Source records:
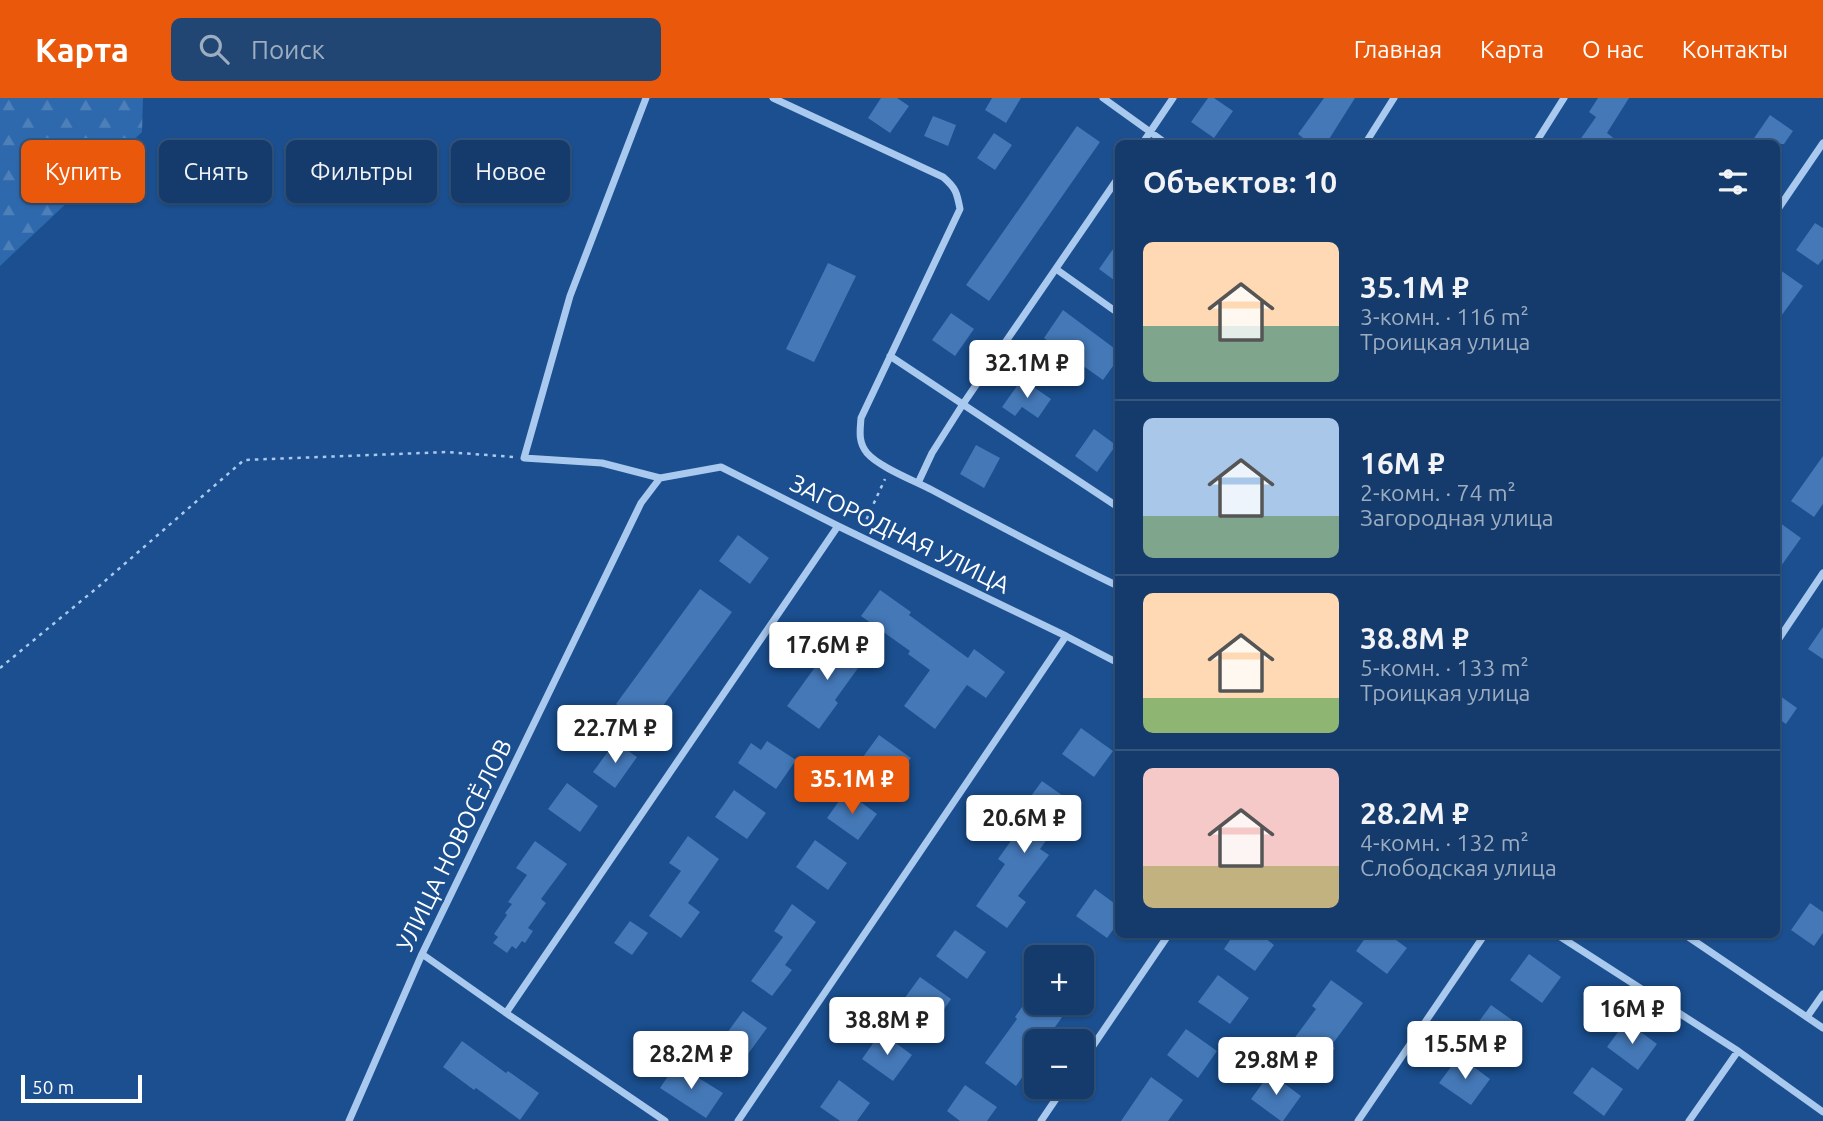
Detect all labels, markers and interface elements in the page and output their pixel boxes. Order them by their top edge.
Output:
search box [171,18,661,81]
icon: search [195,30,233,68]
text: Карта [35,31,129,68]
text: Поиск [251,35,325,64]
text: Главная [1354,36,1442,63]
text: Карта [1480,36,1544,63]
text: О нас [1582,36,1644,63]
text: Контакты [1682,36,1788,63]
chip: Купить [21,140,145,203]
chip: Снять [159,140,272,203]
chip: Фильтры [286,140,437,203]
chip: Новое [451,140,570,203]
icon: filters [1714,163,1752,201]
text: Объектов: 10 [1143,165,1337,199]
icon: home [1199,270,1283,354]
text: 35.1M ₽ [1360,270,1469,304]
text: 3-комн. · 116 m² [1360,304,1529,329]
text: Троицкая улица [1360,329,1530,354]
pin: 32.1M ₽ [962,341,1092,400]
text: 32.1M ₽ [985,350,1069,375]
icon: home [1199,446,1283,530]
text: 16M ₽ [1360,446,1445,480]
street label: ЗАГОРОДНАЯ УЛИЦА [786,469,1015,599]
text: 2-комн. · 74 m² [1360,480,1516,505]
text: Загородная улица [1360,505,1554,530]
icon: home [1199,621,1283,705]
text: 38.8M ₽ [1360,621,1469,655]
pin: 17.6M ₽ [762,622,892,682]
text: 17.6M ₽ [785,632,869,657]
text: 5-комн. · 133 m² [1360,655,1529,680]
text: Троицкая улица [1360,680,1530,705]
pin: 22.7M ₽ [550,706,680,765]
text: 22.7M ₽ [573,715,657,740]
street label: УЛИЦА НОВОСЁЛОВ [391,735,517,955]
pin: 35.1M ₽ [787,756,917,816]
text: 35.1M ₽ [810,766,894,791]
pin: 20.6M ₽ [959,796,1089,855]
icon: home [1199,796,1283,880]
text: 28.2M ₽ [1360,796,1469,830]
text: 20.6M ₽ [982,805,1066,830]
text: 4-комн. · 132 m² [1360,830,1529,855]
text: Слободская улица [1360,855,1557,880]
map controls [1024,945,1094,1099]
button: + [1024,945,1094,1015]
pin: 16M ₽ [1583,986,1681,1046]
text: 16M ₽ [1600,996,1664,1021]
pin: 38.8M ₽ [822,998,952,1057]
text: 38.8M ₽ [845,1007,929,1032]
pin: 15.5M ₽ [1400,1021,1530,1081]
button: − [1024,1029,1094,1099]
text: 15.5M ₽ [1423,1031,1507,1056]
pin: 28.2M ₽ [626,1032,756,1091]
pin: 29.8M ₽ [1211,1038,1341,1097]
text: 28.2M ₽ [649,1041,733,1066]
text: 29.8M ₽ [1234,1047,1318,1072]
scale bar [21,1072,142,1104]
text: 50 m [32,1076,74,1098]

#### Task to complete
Your copy of the records above should be exact and contain no pictures.

#### Task result
Detect all labels, markers and interface elements in the page and output their pixel boxes. Order them by their top edge.
Output:
search box [171,18,661,81]
icon: search [195,30,233,68]
text: Карта [35,31,129,68]
text: Поиск [251,35,325,64]
text: Главная [1354,36,1442,63]
text: Карта [1480,36,1544,63]
text: О нас [1582,36,1644,63]
text: Контакты [1682,36,1788,63]
chip: Купить [21,140,145,203]
chip: Снять [159,140,272,203]
chip: Фильтры [286,140,437,203]
chip: Новое [451,140,570,203]
icon: filters [1714,163,1752,201]
text: Объектов: 10 [1143,165,1337,199]
icon: home [1199,270,1283,354]
text: 35.1M ₽ [1360,270,1469,304]
text: 3-комн. · 116 m² [1360,304,1529,329]
text: Троицкая улица [1360,329,1530,354]
pin: 32.1M ₽ [962,341,1092,400]
text: 32.1M ₽ [985,350,1069,375]
icon: home [1199,446,1283,530]
text: 16M ₽ [1360,446,1445,480]
street label: ЗАГОРОДНАЯ УЛИЦА [786,469,1015,599]
text: 2-комн. · 74 m² [1360,480,1516,505]
text: Загородная улица [1360,505,1554,530]
icon: home [1199,621,1283,705]
text: 38.8M ₽ [1360,621,1469,655]
pin: 17.6M ₽ [762,622,892,682]
text: 17.6M ₽ [785,632,869,657]
text: 5-комн. · 133 m² [1360,655,1529,680]
text: Троицкая улица [1360,680,1530,705]
pin: 22.7M ₽ [550,706,680,765]
text: 22.7M ₽ [573,715,657,740]
street label: УЛИЦА НОВОСЁЛОВ [391,735,517,955]
pin: 35.1M ₽ [787,756,917,816]
text: 35.1M ₽ [810,766,894,791]
pin: 20.6M ₽ [959,796,1089,855]
icon: home [1199,796,1283,880]
text: 28.2M ₽ [1360,796,1469,830]
text: 20.6M ₽ [982,805,1066,830]
text: 4-комн. · 132 m² [1360,830,1529,855]
text: Слободская улица [1360,855,1557,880]
map controls [1024,945,1094,1099]
button: + [1024,945,1094,1015]
pin: 16M ₽ [1583,986,1681,1046]
text: 16M ₽ [1600,996,1664,1021]
pin: 38.8M ₽ [822,998,952,1057]
text: 38.8M ₽ [845,1007,929,1032]
pin: 15.5M ₽ [1400,1021,1530,1081]
button: − [1024,1029,1094,1099]
text: 15.5M ₽ [1423,1031,1507,1056]
pin: 28.2M ₽ [626,1032,756,1091]
pin: 29.8M ₽ [1211,1038,1341,1097]
text: 28.2M ₽ [649,1041,733,1066]
text: 29.8M ₽ [1234,1047,1318,1072]
scale bar [21,1072,142,1104]
text: 50 m [32,1076,74,1098]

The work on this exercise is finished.